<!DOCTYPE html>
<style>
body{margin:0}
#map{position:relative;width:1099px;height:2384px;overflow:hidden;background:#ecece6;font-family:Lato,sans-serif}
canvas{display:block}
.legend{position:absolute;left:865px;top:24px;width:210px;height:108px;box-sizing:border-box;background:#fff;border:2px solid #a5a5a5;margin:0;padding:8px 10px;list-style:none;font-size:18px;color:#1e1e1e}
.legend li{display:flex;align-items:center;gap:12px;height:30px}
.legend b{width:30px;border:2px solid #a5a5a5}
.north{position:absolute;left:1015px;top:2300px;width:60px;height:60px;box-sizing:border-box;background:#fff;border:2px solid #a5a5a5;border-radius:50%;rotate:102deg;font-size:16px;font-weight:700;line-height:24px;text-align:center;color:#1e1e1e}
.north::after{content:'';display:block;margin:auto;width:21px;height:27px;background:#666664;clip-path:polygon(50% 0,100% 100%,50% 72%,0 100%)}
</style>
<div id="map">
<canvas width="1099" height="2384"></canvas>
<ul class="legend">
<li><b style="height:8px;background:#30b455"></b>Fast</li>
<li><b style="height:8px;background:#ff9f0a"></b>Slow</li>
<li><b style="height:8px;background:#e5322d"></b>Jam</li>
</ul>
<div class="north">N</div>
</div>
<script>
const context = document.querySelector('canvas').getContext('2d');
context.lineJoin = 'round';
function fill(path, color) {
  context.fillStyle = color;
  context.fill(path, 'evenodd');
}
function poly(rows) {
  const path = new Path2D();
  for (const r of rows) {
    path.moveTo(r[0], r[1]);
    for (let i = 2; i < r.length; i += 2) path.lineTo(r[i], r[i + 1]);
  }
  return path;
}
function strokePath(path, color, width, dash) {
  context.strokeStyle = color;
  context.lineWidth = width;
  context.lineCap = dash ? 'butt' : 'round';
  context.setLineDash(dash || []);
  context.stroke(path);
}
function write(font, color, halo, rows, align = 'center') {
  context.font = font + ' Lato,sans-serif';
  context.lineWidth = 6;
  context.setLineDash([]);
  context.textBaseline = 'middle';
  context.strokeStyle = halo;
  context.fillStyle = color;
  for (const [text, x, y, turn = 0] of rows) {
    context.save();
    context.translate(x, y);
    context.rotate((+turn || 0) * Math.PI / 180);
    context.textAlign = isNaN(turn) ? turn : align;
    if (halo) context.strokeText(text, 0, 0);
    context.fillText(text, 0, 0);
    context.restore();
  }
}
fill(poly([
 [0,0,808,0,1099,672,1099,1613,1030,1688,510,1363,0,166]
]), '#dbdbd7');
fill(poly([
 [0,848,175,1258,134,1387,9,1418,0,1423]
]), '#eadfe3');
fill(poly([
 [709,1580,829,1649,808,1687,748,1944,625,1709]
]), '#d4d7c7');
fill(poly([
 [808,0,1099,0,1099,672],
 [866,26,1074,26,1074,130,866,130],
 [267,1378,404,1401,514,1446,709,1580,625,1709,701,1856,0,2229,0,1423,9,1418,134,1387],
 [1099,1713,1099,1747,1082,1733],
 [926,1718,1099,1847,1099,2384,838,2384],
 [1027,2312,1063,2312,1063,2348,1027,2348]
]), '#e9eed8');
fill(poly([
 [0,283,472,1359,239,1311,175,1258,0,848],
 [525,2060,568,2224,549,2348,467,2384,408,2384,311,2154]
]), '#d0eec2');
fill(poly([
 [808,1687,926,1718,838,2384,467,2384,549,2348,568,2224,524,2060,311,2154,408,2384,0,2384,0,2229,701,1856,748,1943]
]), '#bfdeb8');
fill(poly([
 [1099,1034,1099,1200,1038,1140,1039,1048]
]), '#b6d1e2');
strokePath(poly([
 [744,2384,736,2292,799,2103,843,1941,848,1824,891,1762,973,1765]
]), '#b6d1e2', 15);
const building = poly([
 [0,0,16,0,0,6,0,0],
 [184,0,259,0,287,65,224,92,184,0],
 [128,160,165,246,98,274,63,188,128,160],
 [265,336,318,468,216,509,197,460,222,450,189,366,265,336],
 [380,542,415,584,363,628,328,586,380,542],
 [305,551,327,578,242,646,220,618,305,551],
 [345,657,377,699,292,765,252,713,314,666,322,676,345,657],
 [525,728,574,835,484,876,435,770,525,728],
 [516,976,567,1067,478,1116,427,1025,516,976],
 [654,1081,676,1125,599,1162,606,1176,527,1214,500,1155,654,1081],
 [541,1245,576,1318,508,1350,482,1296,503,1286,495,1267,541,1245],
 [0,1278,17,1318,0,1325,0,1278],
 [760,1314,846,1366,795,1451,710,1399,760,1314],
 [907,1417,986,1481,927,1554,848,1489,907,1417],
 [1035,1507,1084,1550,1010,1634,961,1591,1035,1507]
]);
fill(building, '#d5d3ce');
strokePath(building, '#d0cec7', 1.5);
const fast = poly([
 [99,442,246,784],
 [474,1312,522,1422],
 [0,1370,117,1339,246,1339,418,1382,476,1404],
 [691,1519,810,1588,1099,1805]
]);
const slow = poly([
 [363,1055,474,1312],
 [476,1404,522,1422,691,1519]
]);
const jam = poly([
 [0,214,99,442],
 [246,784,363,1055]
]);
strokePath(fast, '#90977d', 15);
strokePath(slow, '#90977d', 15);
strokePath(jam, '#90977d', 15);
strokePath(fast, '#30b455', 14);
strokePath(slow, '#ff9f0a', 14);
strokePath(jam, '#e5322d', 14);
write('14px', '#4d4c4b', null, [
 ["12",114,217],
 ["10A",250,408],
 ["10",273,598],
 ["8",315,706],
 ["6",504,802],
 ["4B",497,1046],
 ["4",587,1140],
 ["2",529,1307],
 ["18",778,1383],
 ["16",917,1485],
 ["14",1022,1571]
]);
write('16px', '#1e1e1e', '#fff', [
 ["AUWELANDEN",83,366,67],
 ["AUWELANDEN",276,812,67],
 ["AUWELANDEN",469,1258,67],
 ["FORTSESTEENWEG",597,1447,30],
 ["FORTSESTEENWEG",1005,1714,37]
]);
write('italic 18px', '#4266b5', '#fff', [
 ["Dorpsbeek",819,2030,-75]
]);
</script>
-------------------------
Lines holding "function" in the data above: copy each of them.

function fill(path, color) {
function poly(rows) {
function strokePath(path, color, width, dash) {
function write(font, color, halo, rows, align = 'center') {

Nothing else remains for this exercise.